Nikolay Tihomirov Barekov (; born 16 October 1972) is a Bulgarian journalist, politician, and businessman. Since January 2014 he has been the leader of the political party Bulgaria Without Censorship.

Biography 
Barekov majored in Bulgarian philology, specializing in TV journalism. His career as a radio journalist began in 1992, when he joined the "Kanal Kom" (Bulgarian: "Канал Ком") radio in Plovdiv.
 
Between 2003 and 2010, Barekov presented the morning segment on the BTV channel. He subsequently hosted a number of shows on TV7.

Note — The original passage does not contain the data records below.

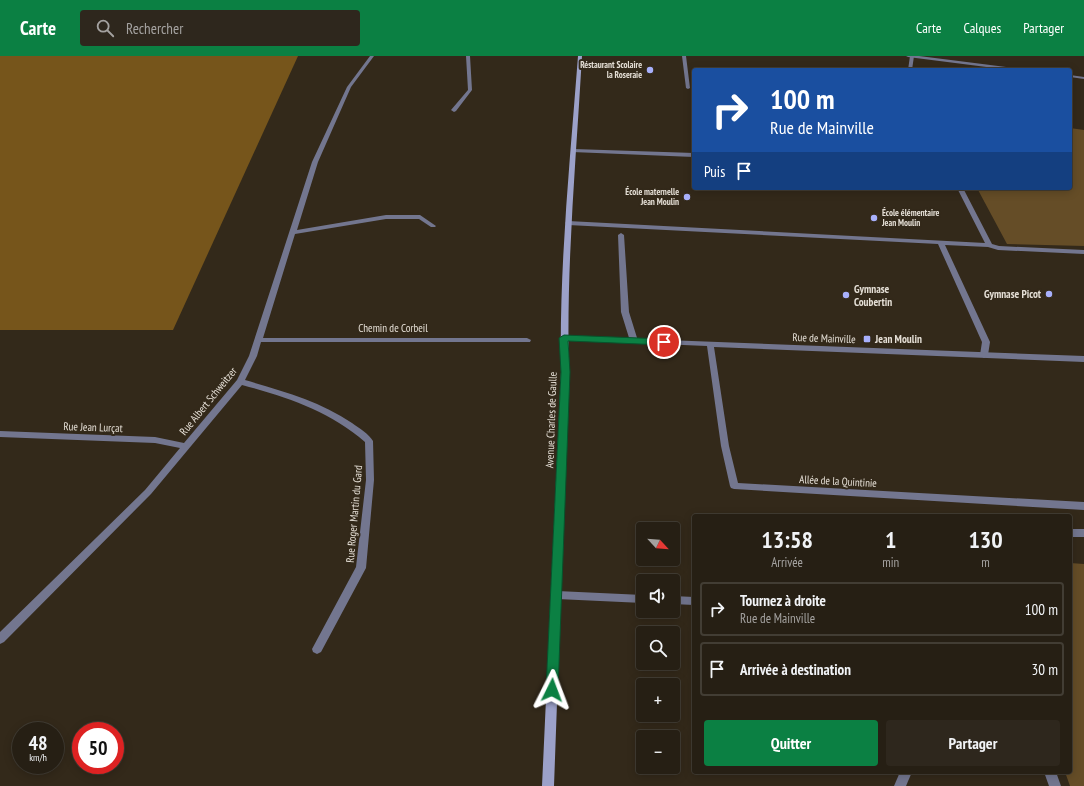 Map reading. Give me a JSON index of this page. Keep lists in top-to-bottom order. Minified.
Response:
{"streets":{"main road":["Avenue Charles de Gaulle"],"street":["Chemin de Corbeil","Rue de Mainville","Rue Albert Schweitzer","Rue Jean Lurçat","Allée de la Quintinie","Rue Roger Martin du Gard"]},"crossings":[["Chemin de Corbeil","Rue Albert Schweitzer"],["Rue de Mainville","Avenue Charles de Gaulle"],["Rue de Mainville","Allée de la Quintinie"],["Rue Albert Schweitzer","Rue Jean Lurçat"],["Rue Albert Schweitzer","Rue Roger Martin du Gard"]],"places":{"other":["Réstaurant Scolaire la Roseraie","École maternelle Jean Moulin","École élémentaire Jean Moulin","Gymnase Picot","Gymnase Coubertin"],"transit":["Jean Moulin"]},"north":"bottom right","page":{"header":"Carte","search":"Rechercher","nav":["Carte","Calques","Partager"],"turn":["100 m","Rue de Mainville"],"then":"Puis","eta":["13:58","Arrivée","1","min","130","m"],"map_buttons":["+","−"],"list":[{"name":"Tournez à droite","note":"Rue de Mainville","value":"100 m"},{"name":"Arrivée à destination","value":"30 m"}],"buttons":["Quitter","Partager"],"speed":"48 km/h","limit":"50"}} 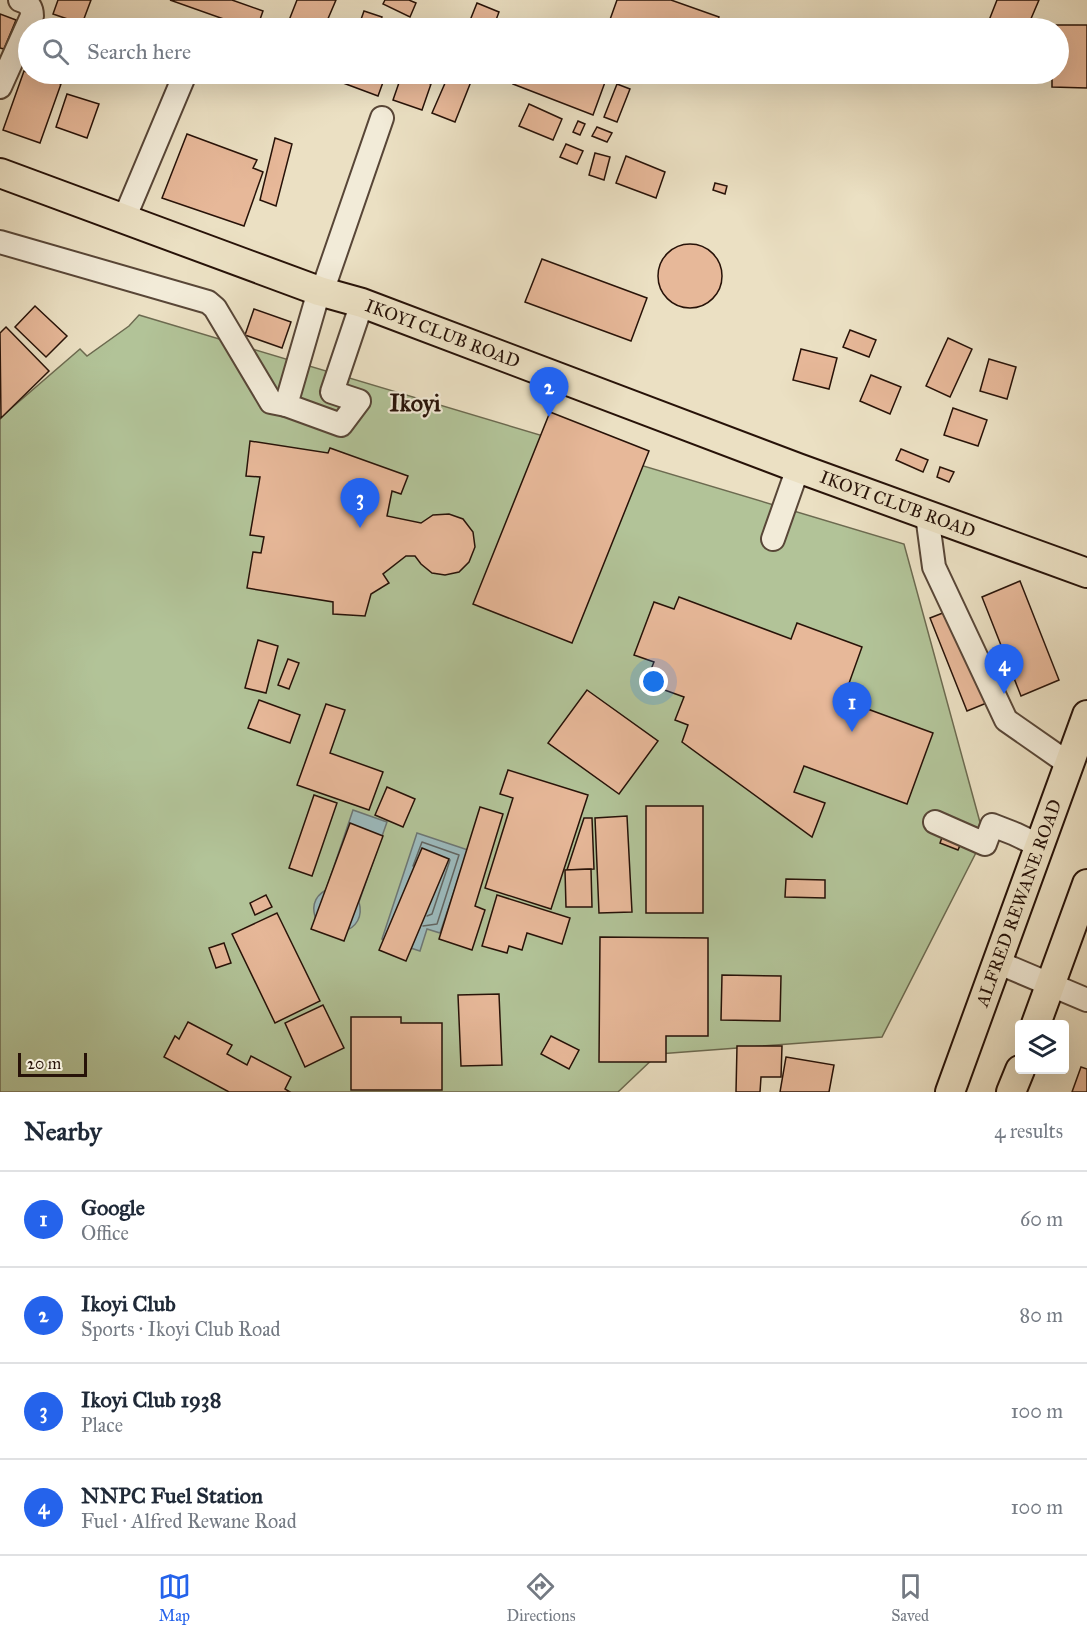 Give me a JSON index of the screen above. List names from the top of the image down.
{
  "streets": {
    "main road": ["IKOYI CLUB ROAD", "ALFRED REWANE ROAD"]
  },
  "districts": ["Ikoyi"],
  "scale_bar": "20 m",
  "page": {
    "search": "Search here",
    "pins": [
      "2",
      "3",
      "4",
      "1"
    ],
    "scale": "20 m",
    "heading": ["Nearby", "4 results"],
    "list": [
      {
        "mark": "1",
        "name": "Google",
        "note": "Office",
        "value": "60 m"
      },
      {
        "mark": "2",
        "name": "Ikoyi Club",
        "note": "Sports · Ikoyi Club Road",
        "value": "80 m"
      },
      {
        "mark": "3",
        "name": "Ikoyi Club 1938",
        "note": "Place",
        "value": "100 m"
      },
      {
        "mark": "4",
        "name": "NNPC Fuel Station",
        "note": "Fuel · Alfred Rewane Road",
        "value": "100 m"
      }
    ],
    "nav": ["Map", "Directions", "Saved"]
  }
} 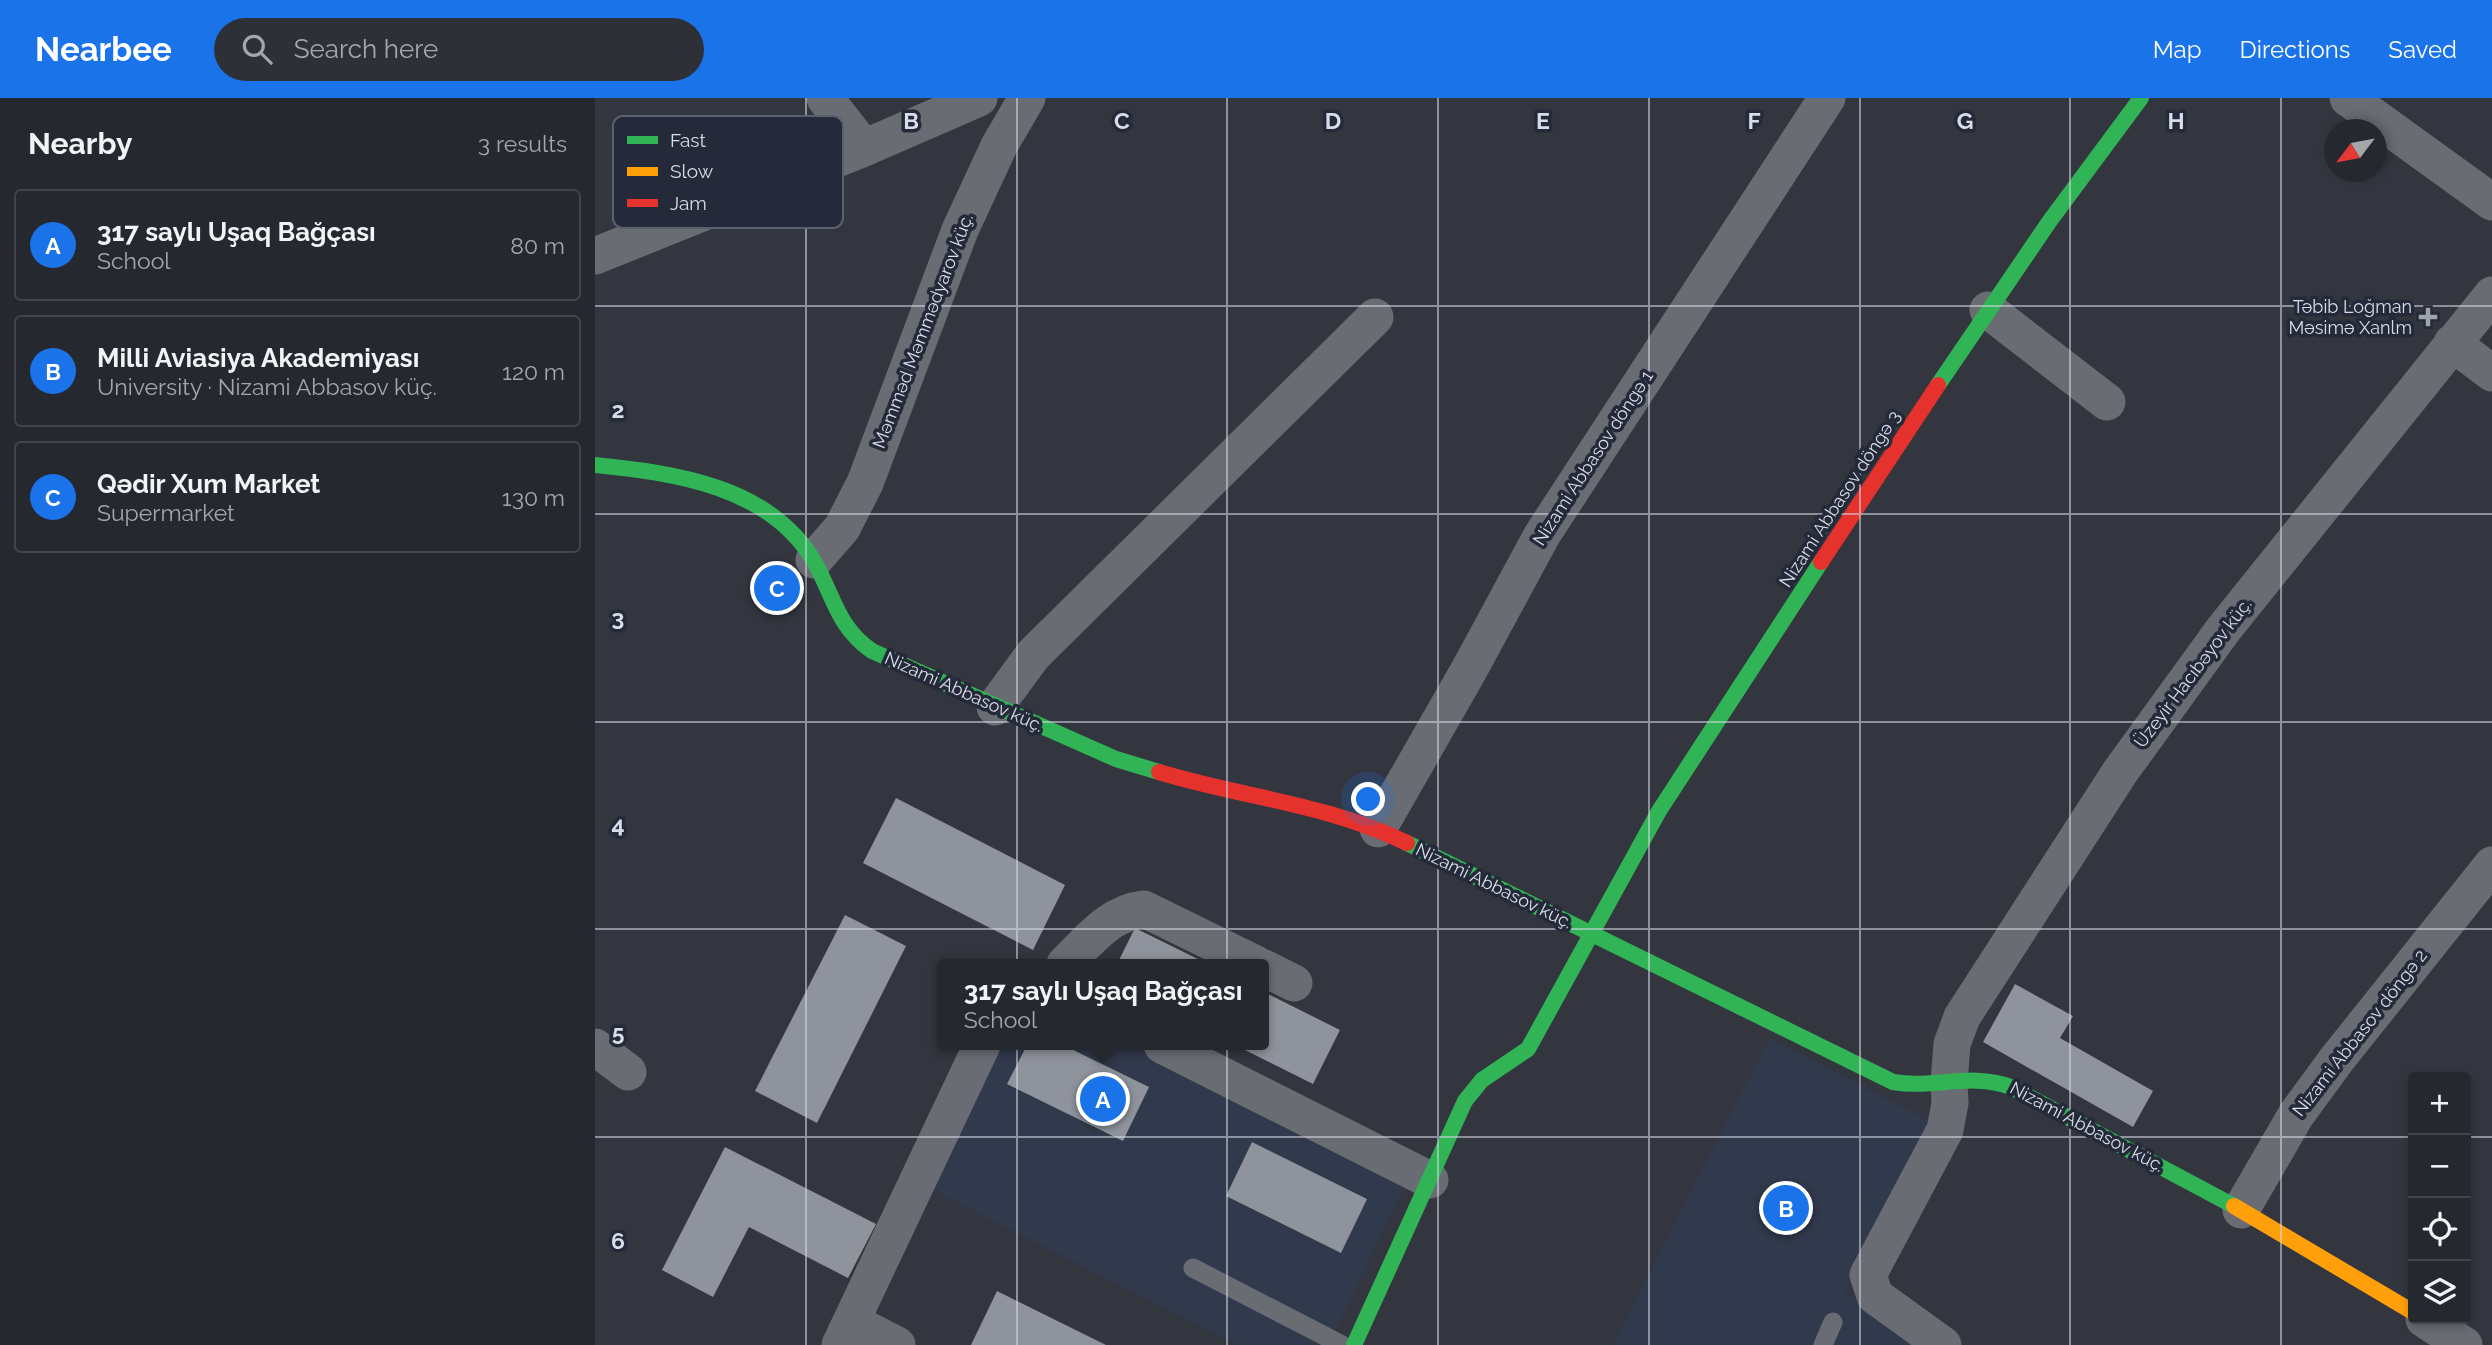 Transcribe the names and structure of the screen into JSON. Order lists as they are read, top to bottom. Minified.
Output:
{"streets":{"street":["Məmməd Məmmədyarov küç.","Nizami Abbasov döngə 1","Nizami Abbasov döngə 3","Üzeyir Hacıbəyov küç.","Nizami Abbasov küç.","Nizami Abbasov döngə 2"]},"crossings":[["Məmməd Məmmədyarov küç.","Nizami Abbasov küç."],["Nizami Abbasov döngə 1","Nizami Abbasov küç."],["Nizami Abbasov döngə 3","Nizami Abbasov küç."],["Üzeyir Hacıbəyov küç.","Nizami Abbasov küç."],["Nizami Abbasov küç.","Nizami Abbasov döngə 2"]],"places":{"health":["Təbib Loğman Məsimə Xanlm"]},"legend":["Fast","Slow","Jam"],"north":"bottom left","page":{"header":"Nearbee","search":"Search here","nav":["Map","Directions","Saved"],"heading":["Nearby","3 results"],"list":[{"mark":"A","name":"317 saylı Uşaq Bağçası","note":"School","value":"80 m"},{"mark":"B","name":"Milli Aviasiya Akademiyası","note":"University · Nizami Abbasov küç.","value":"120 m"},{"mark":"C","name":"Qədir Xum Market","note":"Supermarket","value":"130 m"}],"pins":["C","A","B"],"popup":["317 saylı Uşaq Bağçası","School"],"map_buttons":["+","−"]},"grid":{"columns":["B","C","D","E","F","G","H"],"rows":["2","3","4","5","6"]}}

On 25 January 2014, Barekov founded the Bulgaria without Censorship political party and the new political establishment participated in the 2014 European elections as part of a coalition bloc with the nationalist IMRO and other smaller parties, earning two seats in the European Parliament and became members of the eurosceptic group of European Conservatives and Reformists. He is consistently ranked as an MEP with one of the lowest attendance rates in roll-call votes. He refused to give a reason for his absence when asked by Euronews.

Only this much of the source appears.